Develop a positive, proactive and preventative strategy

In the past, wellness programmes have often been seen as unnecessary and stress was something you "just have to get used to". Many organisations have ended up with the ambulance at the bottom of the cliff solution, i.e. waiting until the stress levels start to become really intolerable before considering some kind of intervention. From a compliance point of view, this approach falls short of the necessary criteria of employer responsibilities. We assist you to develop a robust and proactive approach that:

  • Utilises systematic and effective methods to identify, control and monitor hazards
  • Puts an emphasis on moving towards wellness rather than away from stress
  • Focuses on generating wellness on a day-to-day basis rather waiting for the stress to build up and become overwhelming
  • Harnesses the power of positivity (we can never have too much wellness!)
  • Is preventative in nature

Create a co-operative venture

The law states that employers must provide reasonable opportunities for employees to participate in developing and implementing health and safety practices. Here is an opportunity to utilise what is typically an untapped resource. Operational managers are often busy and motivated by legislative pressure whereas the people involved in the operation can be less cluttered and able to generate creative and practical solutions to everyday challenges to health and wellness. At Wellness Solutions we encourage both innovation and participation. This allows everyone to gain confidence in what they are personally able to contribute and starts building wellness from the bottom up. It also promotes joint responsibility, accountability and co-operation.

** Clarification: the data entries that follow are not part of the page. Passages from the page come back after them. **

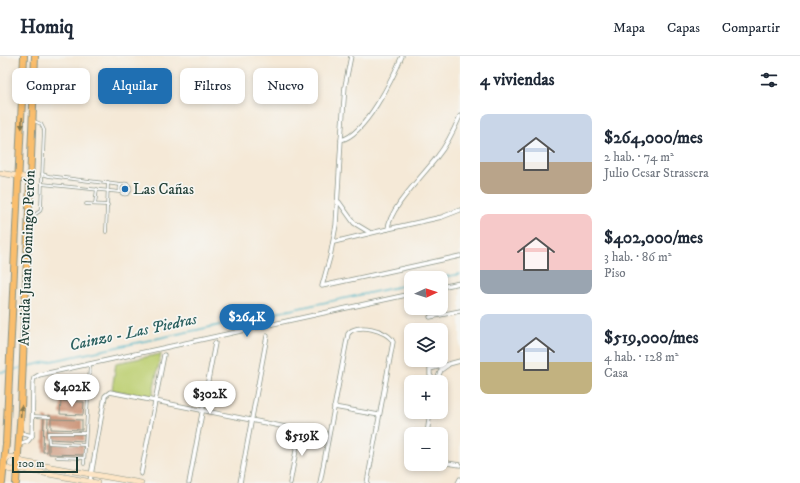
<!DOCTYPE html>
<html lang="es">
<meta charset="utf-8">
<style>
:root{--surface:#fff;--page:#f2f2f3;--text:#1f2937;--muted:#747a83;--line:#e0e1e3;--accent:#1f6fb2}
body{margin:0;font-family:"IM FELL DW Pica",serif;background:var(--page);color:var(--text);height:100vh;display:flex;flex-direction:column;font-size:15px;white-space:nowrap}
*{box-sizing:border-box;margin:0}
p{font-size:13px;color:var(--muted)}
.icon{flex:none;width:22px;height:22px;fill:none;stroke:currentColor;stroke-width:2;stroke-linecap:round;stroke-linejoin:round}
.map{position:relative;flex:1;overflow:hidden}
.drawer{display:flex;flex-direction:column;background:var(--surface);width:340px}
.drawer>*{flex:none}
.top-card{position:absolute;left:12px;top:12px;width:380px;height:36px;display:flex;gap:8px}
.needle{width:26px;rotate:86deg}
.fabs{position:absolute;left:404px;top:215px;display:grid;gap:8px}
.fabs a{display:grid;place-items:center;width:44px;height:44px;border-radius:8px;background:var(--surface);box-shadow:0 2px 6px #0003;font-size:20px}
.scale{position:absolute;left:12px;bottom:10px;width:66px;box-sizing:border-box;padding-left:4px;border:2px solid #1f3d34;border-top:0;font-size:11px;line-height:14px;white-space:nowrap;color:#1f3d34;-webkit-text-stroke:3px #f6f6f2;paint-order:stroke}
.price{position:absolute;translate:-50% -34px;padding:0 9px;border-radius:14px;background:#fff;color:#222;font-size:13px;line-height:26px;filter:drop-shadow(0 1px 2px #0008)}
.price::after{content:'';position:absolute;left:50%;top:24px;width:12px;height:9px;margin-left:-6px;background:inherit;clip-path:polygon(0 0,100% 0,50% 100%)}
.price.selected{background:var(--accent);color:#fff}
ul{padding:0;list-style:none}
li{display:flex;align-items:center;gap:12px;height:100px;padding:0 20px}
li span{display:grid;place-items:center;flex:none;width:112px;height:80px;border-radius:8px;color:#555}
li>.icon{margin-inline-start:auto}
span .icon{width:48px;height:48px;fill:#fffc;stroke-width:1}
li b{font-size:17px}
h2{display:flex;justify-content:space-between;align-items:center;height:48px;padding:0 20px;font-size:17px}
.chip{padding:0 14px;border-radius:8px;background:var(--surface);box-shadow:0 2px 6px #0003;font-size:14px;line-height:36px}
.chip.selected{background:var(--accent);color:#fff}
header{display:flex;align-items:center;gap:24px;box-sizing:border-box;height:56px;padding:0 20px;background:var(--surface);border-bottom:1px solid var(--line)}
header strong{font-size:19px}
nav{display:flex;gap:22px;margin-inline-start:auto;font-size:14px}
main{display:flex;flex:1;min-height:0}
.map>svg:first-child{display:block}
.green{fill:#bdcf72;stroke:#6e8653}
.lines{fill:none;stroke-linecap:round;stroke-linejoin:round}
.stream{stroke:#44b1c2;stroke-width:1.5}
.building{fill:#ce9a7f}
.lane-casing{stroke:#8a9386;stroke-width:3.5}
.street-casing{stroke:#8a9386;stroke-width:5}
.secondary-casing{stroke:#8a9386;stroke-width:6}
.primary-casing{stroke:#8a9386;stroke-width:8}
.lane{stroke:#fff;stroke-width:2}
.street{stroke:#fff;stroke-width:3.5}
.secondary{stroke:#fde5c5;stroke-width:5}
.primary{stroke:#fabe6d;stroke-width:6}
.oneway{fill:#82774e}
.poi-dot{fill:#1f6fb2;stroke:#f6f6f2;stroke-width:1.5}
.labels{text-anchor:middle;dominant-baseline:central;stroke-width:3.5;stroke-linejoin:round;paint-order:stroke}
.poi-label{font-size:15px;fill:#1f3d34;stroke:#f6f6f2;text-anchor:start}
.street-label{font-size:15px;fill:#1f3d34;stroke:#f6f6f2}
.water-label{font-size:16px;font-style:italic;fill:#2a605f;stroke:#f6f6f2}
</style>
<header>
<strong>Homiq</strong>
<nav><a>Mapa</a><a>Capas</a><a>Compartir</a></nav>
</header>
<main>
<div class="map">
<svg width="460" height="427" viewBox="0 0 460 427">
<rect width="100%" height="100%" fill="#f6f6f2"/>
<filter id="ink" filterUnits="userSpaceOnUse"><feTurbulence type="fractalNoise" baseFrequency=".025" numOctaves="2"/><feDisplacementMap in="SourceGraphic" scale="8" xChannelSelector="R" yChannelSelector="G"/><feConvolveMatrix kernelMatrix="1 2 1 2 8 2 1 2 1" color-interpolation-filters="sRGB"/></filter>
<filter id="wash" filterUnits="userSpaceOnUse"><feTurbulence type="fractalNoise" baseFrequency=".012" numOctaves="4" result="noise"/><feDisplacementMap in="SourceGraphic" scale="16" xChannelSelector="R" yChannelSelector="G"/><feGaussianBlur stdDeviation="0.9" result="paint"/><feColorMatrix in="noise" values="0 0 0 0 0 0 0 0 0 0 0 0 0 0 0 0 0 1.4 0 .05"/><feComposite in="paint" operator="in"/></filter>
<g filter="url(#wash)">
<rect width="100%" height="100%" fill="#f5e9d7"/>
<path class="green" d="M161,298L152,341L112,334L116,307Z"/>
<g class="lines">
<g class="stream">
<path d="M439,222L460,218"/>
<path d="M24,311L411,228"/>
<path d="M12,314L20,312"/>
<path d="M0,316L8,315"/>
</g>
</g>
<g id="blocks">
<g class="building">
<path d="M86,323V335L63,340L60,328Z"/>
<path d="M61,345L84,346L83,359L60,358Z"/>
<path d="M44,361L48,362L47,396H43Z"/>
<path d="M51,363L82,364V374L51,373Z"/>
<path d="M50,376L84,378V385L49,383Z"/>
<path d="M49,387L83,389L84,399L49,398Z"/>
</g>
</g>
</g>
<g filter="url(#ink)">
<use href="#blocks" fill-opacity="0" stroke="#8a9386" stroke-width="1"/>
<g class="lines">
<defs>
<g id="lane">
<path d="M42,118L49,120L121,129"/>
<circle cx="125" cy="133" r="5.5"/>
<path d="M42,128L120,136"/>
<path d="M86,148L108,149"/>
<path d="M95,148L97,133"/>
<path d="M30,162L40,155L41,151L44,74L41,68L34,65"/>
<path d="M106,176L108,127"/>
<path d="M33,360L50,361"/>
<path d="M85,377H48L49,387L85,389"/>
<path d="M57,401L84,402"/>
<path d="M84,408L90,308"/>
</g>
<g id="street">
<path d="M402,0C393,22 365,79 341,84L336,169L330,201L322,230L460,200"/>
<path d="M341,84L345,30L351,0"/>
<path d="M339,146L354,167L369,176"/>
<path d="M388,173L442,161L460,154"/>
<path d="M334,186L388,173C389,152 424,119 437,101C447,89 454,74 460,60"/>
<path d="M441,231L460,227"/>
<path d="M430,261L460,255"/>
<path d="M435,326L430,319V313L460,305"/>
<path d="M436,326L441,314L448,309"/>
<path d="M334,351L379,359"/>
<path d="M20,377L32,380"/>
<path d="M427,378L430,356"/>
<path d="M20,388L28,385L32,380L33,326L34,322L39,319L411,238"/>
<path d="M441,406L460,409"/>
<path d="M141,418L164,299"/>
<path d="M90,425L105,340L110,336L296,373L299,374V378L290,427"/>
<path d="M189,427L215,287"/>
<path d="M240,427L267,280"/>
<path d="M320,427L348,278C356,266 388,274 393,286L367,427"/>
<path d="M458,427L460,423"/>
</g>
<g id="secondary">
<path d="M0,117L30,122"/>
<path d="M97,427L22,413L10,414L5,411L4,406L8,401H14L23,406L141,427"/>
</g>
<g id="primary">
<path d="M2,427L6,387L24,0"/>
<path d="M16,427L21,353L35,0"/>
</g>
</defs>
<use href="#lane" class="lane-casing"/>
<use href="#street" class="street-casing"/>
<use href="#secondary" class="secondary-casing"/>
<use href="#primary" class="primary-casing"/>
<use href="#lane" class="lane"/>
<use href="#street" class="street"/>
<use href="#secondary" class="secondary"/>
<use href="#primary" class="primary"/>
</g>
<defs><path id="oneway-solid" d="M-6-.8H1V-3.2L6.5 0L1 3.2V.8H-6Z"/></defs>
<g class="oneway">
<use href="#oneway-solid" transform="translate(22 67) rotate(92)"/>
<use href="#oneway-solid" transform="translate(21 355) rotate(-87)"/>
</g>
</g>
<circle class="poi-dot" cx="125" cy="133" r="4"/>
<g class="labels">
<g class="poi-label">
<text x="133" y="133">Las Cañas</text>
</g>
<g class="street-label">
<text transform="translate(27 202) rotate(-88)">Avenida Juan Domingo Perón</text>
</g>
<g class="water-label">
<text transform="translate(133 276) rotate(-12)">Cainzo - Las Piedras</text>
</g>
</g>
</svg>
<div class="fabs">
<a><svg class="needle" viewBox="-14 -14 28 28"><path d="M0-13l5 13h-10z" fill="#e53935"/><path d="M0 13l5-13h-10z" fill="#747a83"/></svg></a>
<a><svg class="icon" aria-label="layers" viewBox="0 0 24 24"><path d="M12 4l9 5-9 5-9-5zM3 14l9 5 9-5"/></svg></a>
<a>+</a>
<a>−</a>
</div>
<div class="scale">100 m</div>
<b class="price selected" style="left:247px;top:282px">$264K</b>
<b class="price" style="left:72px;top:352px">$402K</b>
<b class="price" style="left:210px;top:359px">$302K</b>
<b class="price" style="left:302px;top:401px">$519K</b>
<div class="top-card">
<a class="chip">Comprar</a>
<a class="chip selected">Alquilar</a>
<a class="chip">Filtros</a>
<a class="chip">Nuevo</a>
</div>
</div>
<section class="drawer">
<h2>4 viviendas<svg class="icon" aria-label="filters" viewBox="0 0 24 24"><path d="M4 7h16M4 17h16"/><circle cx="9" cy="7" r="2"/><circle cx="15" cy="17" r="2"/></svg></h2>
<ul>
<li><span style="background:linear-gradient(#c9d6e8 60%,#b9a48a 0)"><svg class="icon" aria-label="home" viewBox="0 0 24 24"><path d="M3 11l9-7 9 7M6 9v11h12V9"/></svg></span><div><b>$264,000/mes</b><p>2 hab. · 74 m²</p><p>Julio Cesar Strassera</p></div></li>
<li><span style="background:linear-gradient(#f6c9c9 70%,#9aa5b1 0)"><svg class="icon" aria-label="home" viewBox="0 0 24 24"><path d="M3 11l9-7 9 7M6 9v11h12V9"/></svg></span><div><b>$402,000/mes</b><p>3 hab. · 86 m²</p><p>Piso</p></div></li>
<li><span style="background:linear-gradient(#c9d6e8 60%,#c2b280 0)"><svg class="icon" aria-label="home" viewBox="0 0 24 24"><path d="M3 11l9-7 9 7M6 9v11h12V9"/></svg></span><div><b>$519,000/mes</b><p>4 hab. · 128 m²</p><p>Casa</p></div></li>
</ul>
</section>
</main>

Identify needs before offering solutions

Some wellness and stress prevention programmes don't work because their solutions have been based on the wrong definitions of the problem, and there has been too little emphasis on diagnosis. What creates stress in one organisation or one individual may not be a problem to another. Therefore we recommend a diagnostic phase in order to accurately identify areas of concern. At the same time it is equally important to find out the things that people report as rewarding and enjoyable about their work. In getting clearer about what is working really well, these particular strengths can be acknowledged and built on.

Integrate with organisational processes

A successful approach should be integrated across your organisation in the form of a wellness policy, which gets consistently implemented. Stand-alone or one-off wellness and stress programmes which are unrelated to the day-to-day processes, functioning and culture of your organisation, are unlikely to have long-term benefits. We believe that creating and maintaining a culture of wellness in the workplace requires:

  • Active support from senior managers
  • A policy which is clearly and repeatedly communicated to all employees
  • Accurate risk assessment
  • Involving employees
  • Providing staff training
  • Developing relevant and ongoing wellness/healthy work initiatives

Focus on both the individual and the organisation

Rather than trying to isolate and reduce stress or wellness to one particular area of functioning, it is more useful to look at your organisation and its people as one whole system. It might be quicker and easier to offer staff training in an attempt to increase individual coping strategies and levels of resiliency, but it's unrealistic to think that if only the people in an organisation can change, then the problems will be eliminated. It is crucial therefore to focus as much on controlling organisational stressors as it is on initiating employee-directed programmes. More recent transactional models of workplace stress will bear this out, as they take into account both external stressors and individual appraisal and responses. The characteristics of healthy work recently detailed by OSH similarly recognise the value of both the subjective and objective, individual and collective domains. For maximum leverage, our wellness approach looks at the whole person as well as the whole organisation.